The UN’s annual general assembly is currently being held in New York, United States, and among the 193 speeches that we are given to hear, it is her speech that is looping on the networks. social: Mia Mottley, 55, and Prime Minister of Barbados since 2018, sees her speech go viral. It was Friday, September 24, in the middle of the day, like the others, her text was already ready, like the others, she had written it in advance, but when her turn arrived, she gave up reading it: “Si was using this speech, she says, that would be repeating, repeating everything you just heard, because we keep repeating the same things over and over again, and dear friends, we can’t do this anymore. “

Without notes, improvising, she denounces the hypocrisy of speaking out, the lack of political will, and she lists the themes hastily noted on her phone before going up to the rostrum: the abandonment of her neighbor Haiti, victim of both a natural disaster and a political crisis, climate inaction too, while polluting countries do not respect their commitments to reduce CO2 emissions and limit global warming, health inequality finally and the imperative need to have vaccine patents free of rights and accessible to all: “CHow many deaths will we still need before the 1.7 billion doses in the possession of rich countries are shared with those who simply have no access to vaccination?

And to quote, to end his speech the song Get Up, Stand up by Bob Marley: “who will stand up and hold on for the rights of the people, for those who died in this pandemic, for those who are dying of the climate crisis, for the small island states that need warming below 1.5 degrees to survive ?, Mia Mottley continues.

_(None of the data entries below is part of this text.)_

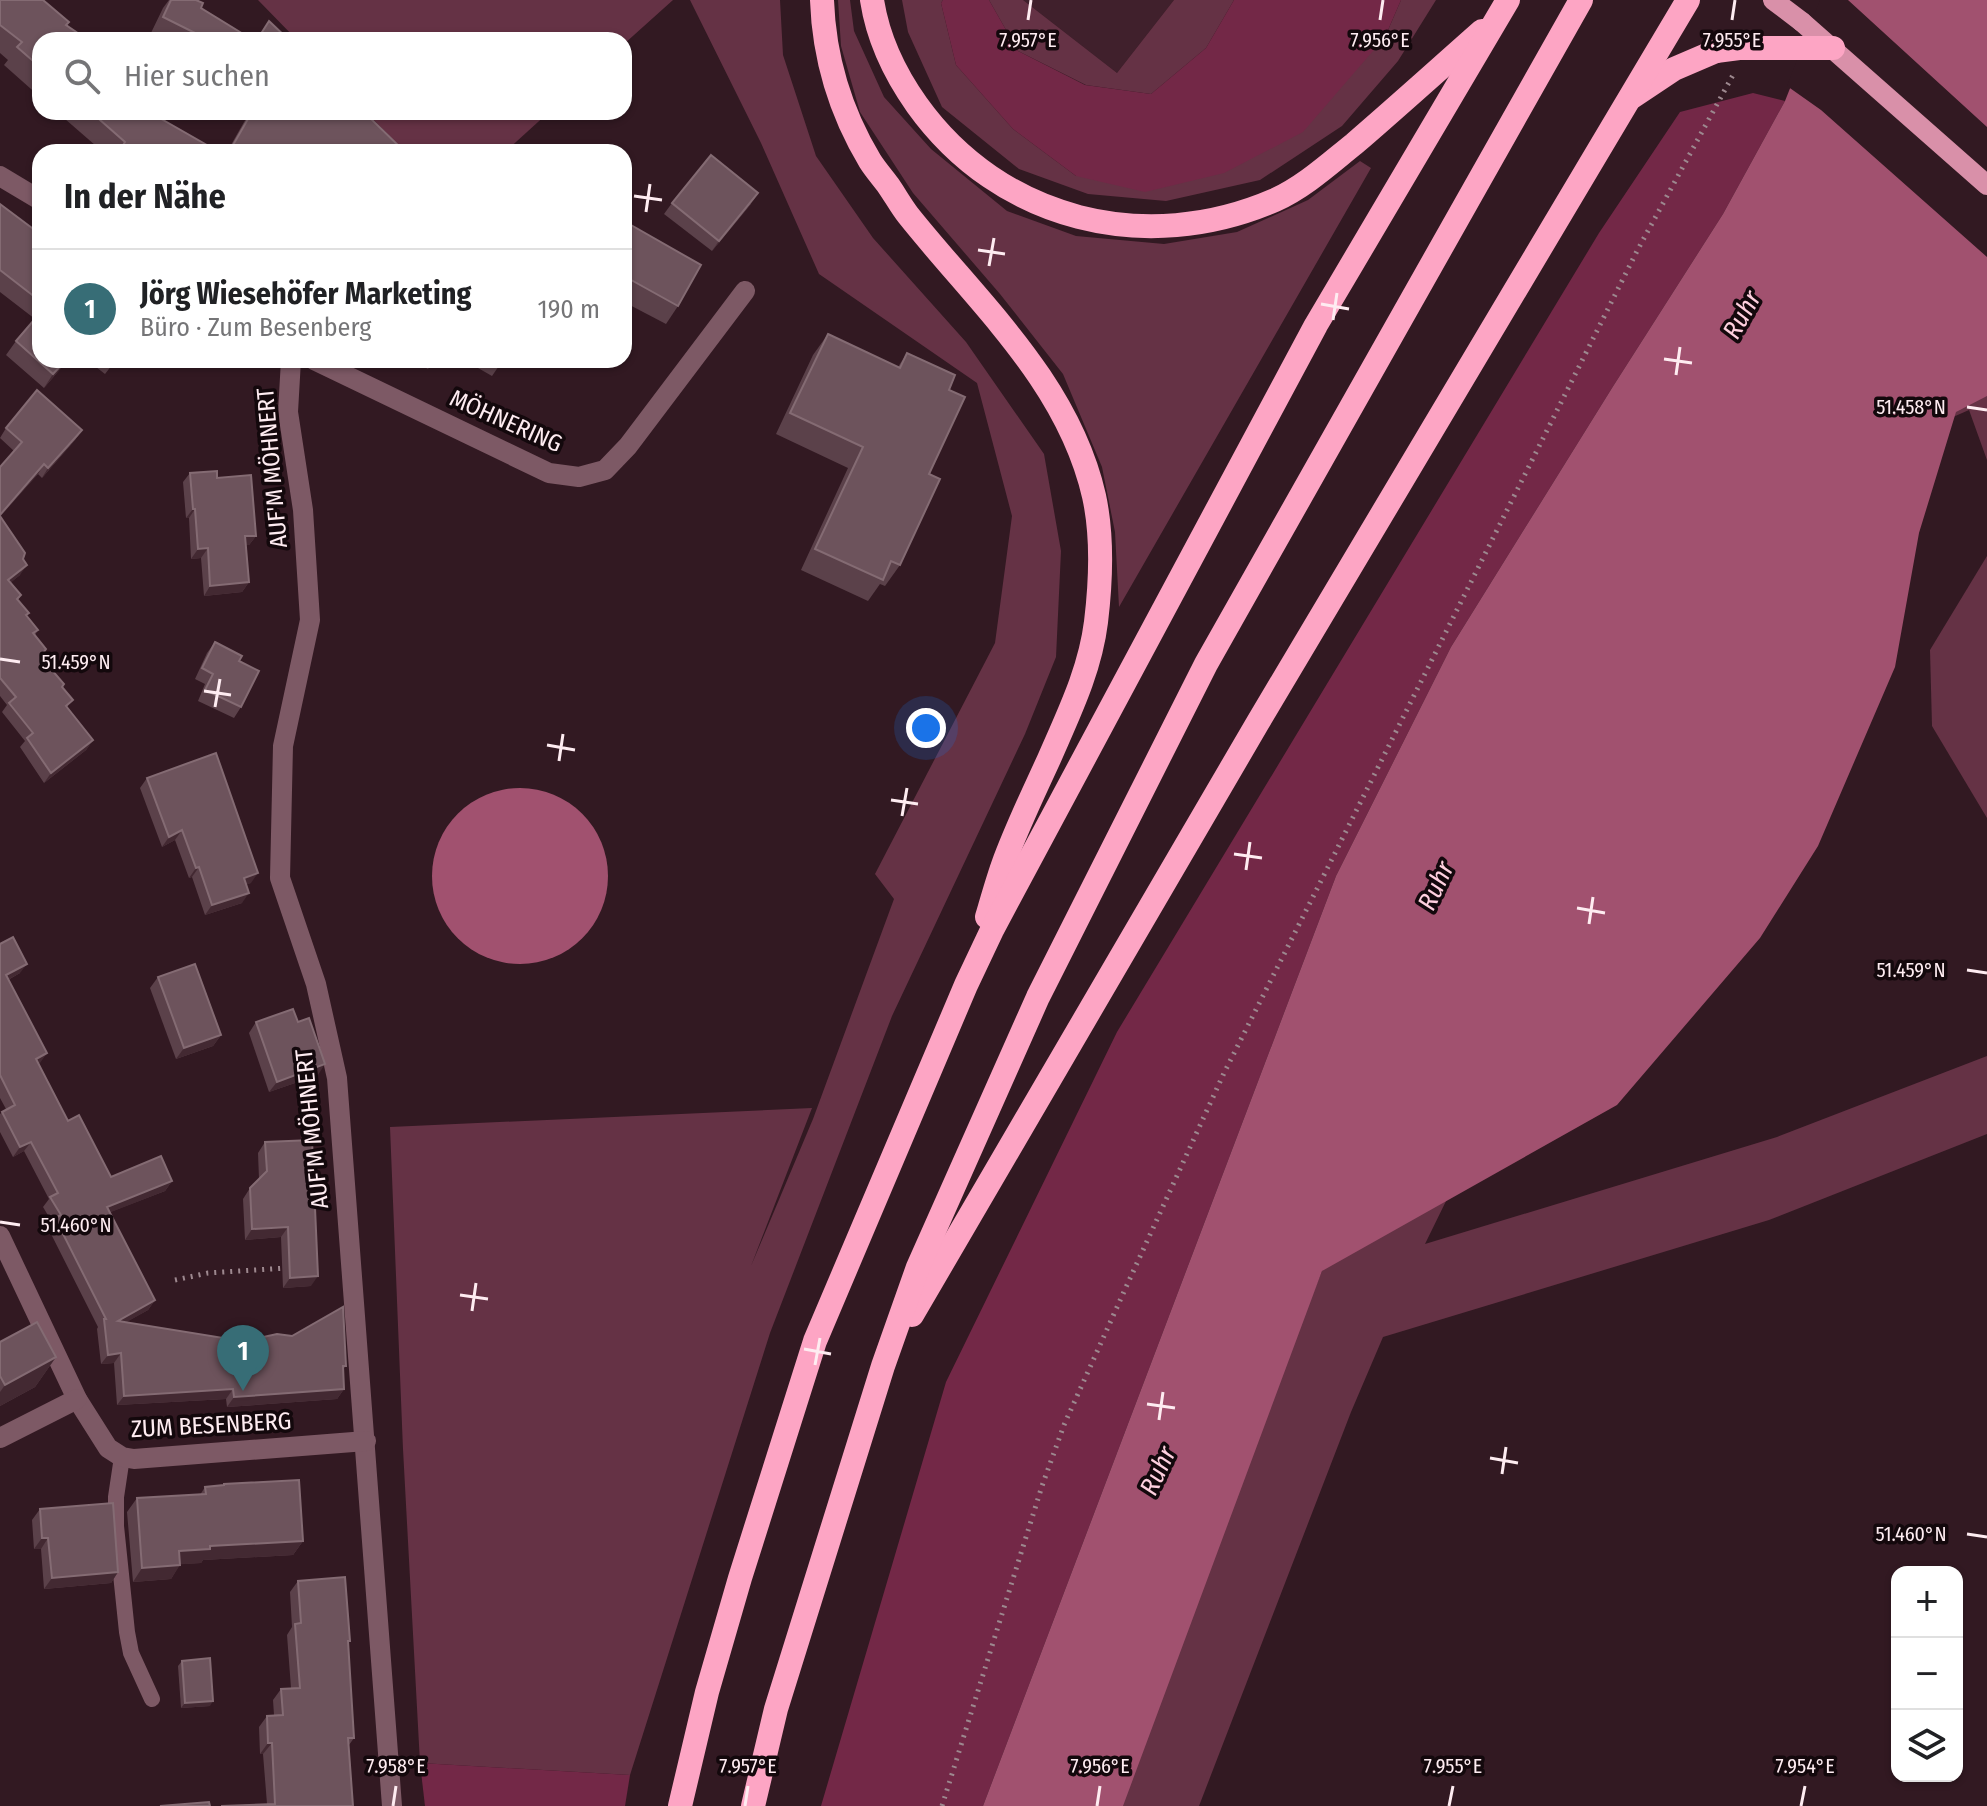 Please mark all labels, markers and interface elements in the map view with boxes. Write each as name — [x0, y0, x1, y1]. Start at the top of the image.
text: 7.957°E — [999, 28, 1057, 52]
text: 7.956°E — [1350, 28, 1410, 52]
text: 7.955°E — [1703, 28, 1761, 52]
search box — [32, 32, 632, 120]
icon: search — [60, 54, 104, 98]
text: Hier suchen — [124, 58, 270, 94]
text: In der Nähe — [64, 176, 226, 217]
text: Jörg Wiesehöfer Marketing — [140, 276, 471, 312]
water label: Ruhr — [1716, 285, 1768, 344]
text: 1 — [85, 294, 96, 325]
text: 190 m — [538, 294, 600, 325]
text: Büro · Zum Besenberg — [140, 312, 371, 343]
street label: MÖHNERING — [446, 384, 566, 458]
street label: AUF'M MÖHNERT — [251, 387, 293, 549]
text: 51.458°N — [1876, 395, 1946, 419]
text: 51.459°N — [41, 650, 111, 674]
your location — [906, 708, 946, 748]
water label: Ruhr — [1411, 856, 1461, 915]
text: 51.459°N — [1876, 958, 1946, 982]
street label: AUF'M MÖHNERT — [290, 1048, 334, 1210]
text: 51.460°N — [40, 1213, 112, 1237]
pin: 1 — [217, 1325, 269, 1391]
street label: ZUM BESENBERG — [130, 1407, 292, 1443]
water label: Ruhr — [1133, 1441, 1183, 1500]
text: 51.460°N — [1875, 1522, 1947, 1546]
map controls — [1891, 1566, 1963, 1782]
button: + — [1891, 1566, 1963, 1638]
button: − — [1891, 1638, 1963, 1710]
button: layers — [1891, 1710, 1963, 1782]
text: 7.958°E — [366, 1754, 426, 1778]
text: 7.957°E — [719, 1754, 777, 1778]
text: 7.956°E — [1070, 1754, 1130, 1778]
text: 7.955°E — [1424, 1754, 1482, 1778]
text: 7.954°E — [1775, 1754, 1835, 1778]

“If we can solve highly complex problems like sending people to the moon or balding men, we must be able to solve small problems like hunger and poverty.” “

Mia Mottley

at the UN platform

What the Prime Minister of Barbados, this is what the leaders of the richest countries do not want to hear, it points to their contempt, their short-termism, their inconsistency, their greed. Leaders who were not there when she spoke. There was no loud applause, nor an ovation. The room was half empty. On the other hand, on Twitter, his speech never ceases to be shared, repeated, praised for its freshness, its courage, and this in all languages, it exceeds two million views on Monday.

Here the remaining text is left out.